Havkalenin ifade ettiği mânaya dair görüşlerde bazı farklılıklar vardır. Ashaptan Abdullah b. Mes'ûd'a atfedilen bir rivayete göre, İbn Mes'ûd havkaleye şu anlamı vermiştir: "Kulun isyan halinden kurtulması ancak Allah'ın onu günahtan korumasıyla mümkündür; yine kul itaat etme gücüne ancak Allah'ın yardımıyla kavuşur".
Daha sonraki dönemlerde havkale, "kâinatta cereyan eden her hareket ve değişikliğin tamamen ilâhî iradeye göre gerçekleştiği, varlıklara ait bütün gücün onlara Allah tarafından verildiği" şeklinde daha geniş anlamlı bir terim olarak kullanılmıştır.
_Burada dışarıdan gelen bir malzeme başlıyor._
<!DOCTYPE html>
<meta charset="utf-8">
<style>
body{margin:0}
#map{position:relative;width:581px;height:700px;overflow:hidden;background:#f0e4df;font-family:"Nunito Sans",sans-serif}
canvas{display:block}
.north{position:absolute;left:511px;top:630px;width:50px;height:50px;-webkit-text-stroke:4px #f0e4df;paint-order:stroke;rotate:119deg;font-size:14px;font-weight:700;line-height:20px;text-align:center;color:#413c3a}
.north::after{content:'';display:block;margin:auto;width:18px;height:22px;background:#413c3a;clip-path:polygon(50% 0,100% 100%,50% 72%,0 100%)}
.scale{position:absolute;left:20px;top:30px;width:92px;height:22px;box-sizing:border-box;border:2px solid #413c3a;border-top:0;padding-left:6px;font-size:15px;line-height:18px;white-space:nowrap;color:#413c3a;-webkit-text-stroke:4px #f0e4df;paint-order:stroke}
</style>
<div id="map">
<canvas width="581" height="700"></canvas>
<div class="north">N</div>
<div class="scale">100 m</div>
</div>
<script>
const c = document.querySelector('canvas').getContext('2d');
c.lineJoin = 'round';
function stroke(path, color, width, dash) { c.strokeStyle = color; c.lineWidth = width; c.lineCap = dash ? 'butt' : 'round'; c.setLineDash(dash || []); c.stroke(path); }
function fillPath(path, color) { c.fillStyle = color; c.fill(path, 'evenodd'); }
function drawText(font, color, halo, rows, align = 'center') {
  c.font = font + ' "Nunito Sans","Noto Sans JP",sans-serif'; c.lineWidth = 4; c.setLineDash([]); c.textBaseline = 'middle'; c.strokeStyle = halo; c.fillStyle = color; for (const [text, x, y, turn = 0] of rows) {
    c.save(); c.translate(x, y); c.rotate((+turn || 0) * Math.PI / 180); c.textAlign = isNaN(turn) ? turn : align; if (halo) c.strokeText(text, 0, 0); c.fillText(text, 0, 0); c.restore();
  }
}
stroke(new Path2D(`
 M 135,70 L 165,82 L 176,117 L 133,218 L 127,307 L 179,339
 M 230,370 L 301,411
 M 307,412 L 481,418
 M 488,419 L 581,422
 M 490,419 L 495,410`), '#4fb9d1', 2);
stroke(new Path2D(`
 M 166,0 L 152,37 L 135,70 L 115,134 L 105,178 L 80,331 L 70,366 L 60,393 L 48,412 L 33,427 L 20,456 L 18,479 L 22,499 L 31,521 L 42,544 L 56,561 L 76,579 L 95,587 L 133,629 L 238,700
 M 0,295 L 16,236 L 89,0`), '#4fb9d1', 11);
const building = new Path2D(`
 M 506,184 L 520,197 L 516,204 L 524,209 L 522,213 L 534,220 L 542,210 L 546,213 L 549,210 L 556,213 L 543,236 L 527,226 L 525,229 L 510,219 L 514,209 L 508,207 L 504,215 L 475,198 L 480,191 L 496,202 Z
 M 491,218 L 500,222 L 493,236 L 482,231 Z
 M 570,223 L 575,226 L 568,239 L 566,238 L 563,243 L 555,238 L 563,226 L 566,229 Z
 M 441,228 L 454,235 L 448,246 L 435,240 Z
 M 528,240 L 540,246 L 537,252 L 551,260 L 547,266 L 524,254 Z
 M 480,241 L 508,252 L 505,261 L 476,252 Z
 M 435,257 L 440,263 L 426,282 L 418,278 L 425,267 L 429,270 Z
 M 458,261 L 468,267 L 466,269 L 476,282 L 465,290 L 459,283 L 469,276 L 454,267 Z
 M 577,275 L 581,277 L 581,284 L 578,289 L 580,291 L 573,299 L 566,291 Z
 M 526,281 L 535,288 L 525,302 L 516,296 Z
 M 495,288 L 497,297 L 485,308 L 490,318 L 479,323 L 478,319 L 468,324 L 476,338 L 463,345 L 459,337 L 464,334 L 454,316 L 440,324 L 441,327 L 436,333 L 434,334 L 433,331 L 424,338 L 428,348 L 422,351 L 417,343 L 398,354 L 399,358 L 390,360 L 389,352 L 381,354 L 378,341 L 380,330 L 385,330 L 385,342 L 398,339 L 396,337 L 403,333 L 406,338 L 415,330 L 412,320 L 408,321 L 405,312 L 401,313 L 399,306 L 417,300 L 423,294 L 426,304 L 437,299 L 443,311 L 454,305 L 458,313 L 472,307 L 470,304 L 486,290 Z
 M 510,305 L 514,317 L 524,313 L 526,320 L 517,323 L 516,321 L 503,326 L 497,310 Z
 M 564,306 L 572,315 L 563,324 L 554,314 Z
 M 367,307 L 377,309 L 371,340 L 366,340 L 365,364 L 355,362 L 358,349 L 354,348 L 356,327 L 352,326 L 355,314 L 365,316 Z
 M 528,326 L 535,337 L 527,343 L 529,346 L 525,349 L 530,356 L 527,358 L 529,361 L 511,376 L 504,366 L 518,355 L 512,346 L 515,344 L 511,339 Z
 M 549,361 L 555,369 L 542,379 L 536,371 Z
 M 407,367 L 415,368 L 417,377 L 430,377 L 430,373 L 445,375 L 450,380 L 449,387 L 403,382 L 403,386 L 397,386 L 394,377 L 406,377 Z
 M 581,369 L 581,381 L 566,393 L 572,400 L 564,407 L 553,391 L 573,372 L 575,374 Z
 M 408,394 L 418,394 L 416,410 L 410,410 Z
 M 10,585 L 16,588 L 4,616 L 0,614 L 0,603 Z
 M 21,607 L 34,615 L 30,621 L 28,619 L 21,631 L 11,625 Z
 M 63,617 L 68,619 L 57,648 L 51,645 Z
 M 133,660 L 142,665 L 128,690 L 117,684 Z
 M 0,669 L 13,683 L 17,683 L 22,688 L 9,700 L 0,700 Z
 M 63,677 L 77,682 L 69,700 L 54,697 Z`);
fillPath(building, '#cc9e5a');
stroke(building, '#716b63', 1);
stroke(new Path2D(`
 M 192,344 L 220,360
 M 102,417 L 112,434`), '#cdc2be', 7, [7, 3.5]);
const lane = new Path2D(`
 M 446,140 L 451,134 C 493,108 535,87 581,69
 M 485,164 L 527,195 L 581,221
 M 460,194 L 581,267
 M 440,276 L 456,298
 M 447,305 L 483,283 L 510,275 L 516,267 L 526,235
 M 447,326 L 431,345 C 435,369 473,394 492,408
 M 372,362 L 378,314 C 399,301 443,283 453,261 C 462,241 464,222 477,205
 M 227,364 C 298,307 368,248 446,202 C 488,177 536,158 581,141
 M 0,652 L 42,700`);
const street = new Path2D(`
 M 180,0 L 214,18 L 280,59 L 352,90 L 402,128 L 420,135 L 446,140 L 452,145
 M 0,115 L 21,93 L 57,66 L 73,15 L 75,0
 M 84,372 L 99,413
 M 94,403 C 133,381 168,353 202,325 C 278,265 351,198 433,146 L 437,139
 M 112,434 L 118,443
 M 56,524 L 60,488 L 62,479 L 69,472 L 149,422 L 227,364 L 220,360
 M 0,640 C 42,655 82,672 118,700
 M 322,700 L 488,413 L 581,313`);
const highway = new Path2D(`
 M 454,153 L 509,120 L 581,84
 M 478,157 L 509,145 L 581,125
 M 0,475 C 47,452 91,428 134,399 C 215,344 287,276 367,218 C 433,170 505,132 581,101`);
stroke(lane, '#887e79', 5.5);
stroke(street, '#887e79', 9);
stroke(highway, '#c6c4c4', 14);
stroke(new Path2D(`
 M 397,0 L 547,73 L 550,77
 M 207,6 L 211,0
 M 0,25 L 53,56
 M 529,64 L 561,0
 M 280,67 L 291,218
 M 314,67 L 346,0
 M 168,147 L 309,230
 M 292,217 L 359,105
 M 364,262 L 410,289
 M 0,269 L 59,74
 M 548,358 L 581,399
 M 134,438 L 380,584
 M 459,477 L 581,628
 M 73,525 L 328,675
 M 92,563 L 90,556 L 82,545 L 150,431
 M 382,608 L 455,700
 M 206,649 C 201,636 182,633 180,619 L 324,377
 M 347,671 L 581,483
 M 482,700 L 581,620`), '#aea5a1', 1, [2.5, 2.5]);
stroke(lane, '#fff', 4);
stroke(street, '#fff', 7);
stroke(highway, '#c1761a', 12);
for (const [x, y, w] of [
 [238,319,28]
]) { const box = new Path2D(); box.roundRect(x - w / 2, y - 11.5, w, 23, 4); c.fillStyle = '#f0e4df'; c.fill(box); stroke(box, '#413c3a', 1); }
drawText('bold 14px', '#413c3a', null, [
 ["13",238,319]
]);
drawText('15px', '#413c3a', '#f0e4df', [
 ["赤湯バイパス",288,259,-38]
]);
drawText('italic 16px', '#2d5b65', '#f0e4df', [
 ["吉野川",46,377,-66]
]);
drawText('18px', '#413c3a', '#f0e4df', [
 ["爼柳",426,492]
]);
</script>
Buna göre havkale kulun bütün işlerinde Allah'a muhtaç olduğunu, bütün fiillerini Allah'tan aldığı güçle yaptığını ve dolayısıyla her an kulluk şuuru içinde bulunması gerektiğini ifade eden bir kavramdır.
Ebû Musa el-Eş'arî anlatıyor: "Allah Resûlü Hayber'e gazaya giderken ashap bir vadide yüksek sesle tekbir getirmeye baladı. Bunun üzerine Allah Resûlü:
"Yavaş tekbir getiriniz! Çünkü siz ne sağıra dua ediyorsunuz, ne de gaibe sesleniyorsunuz. Muhakkak ki siz, iyi işiten ve size çok yakın olan Allah'a dua ediyorsunuz. O her zaman sizinle beraberdir" buyurdu. Bu sırada ben Allah Resûlü'nün binitinin arkasında idim. Ben de: "Lâ havle ve lâ kuvvete illâ billâh" demeye başladım. Sesimi işitti ve:
"Ey Abdullah b. Kays!" (Ebû Mûsa el-Eş'arî'nin lakabı) diye seslendi. Ben de:
"Buyur ey Allah'ın Resûlü" dedim. Efendimiz:
"Ey Abdullah, sana Cennet hazinelerinden bir hazine haber vereyim mi?" buyurdu. Ben de:
"Bildir, ey Allah'ın Resûlü; anam-babam sana fedâ olsun!" dedim. Efendimiz:
"O kelime, "Lâ havle ve lâ kuvvete illâ billâh"tır buyurdu."
Evet! Lâ havle ve lâ kuvvete illa billah. Güç ve kuvvet ancak Allah'a mahsustur.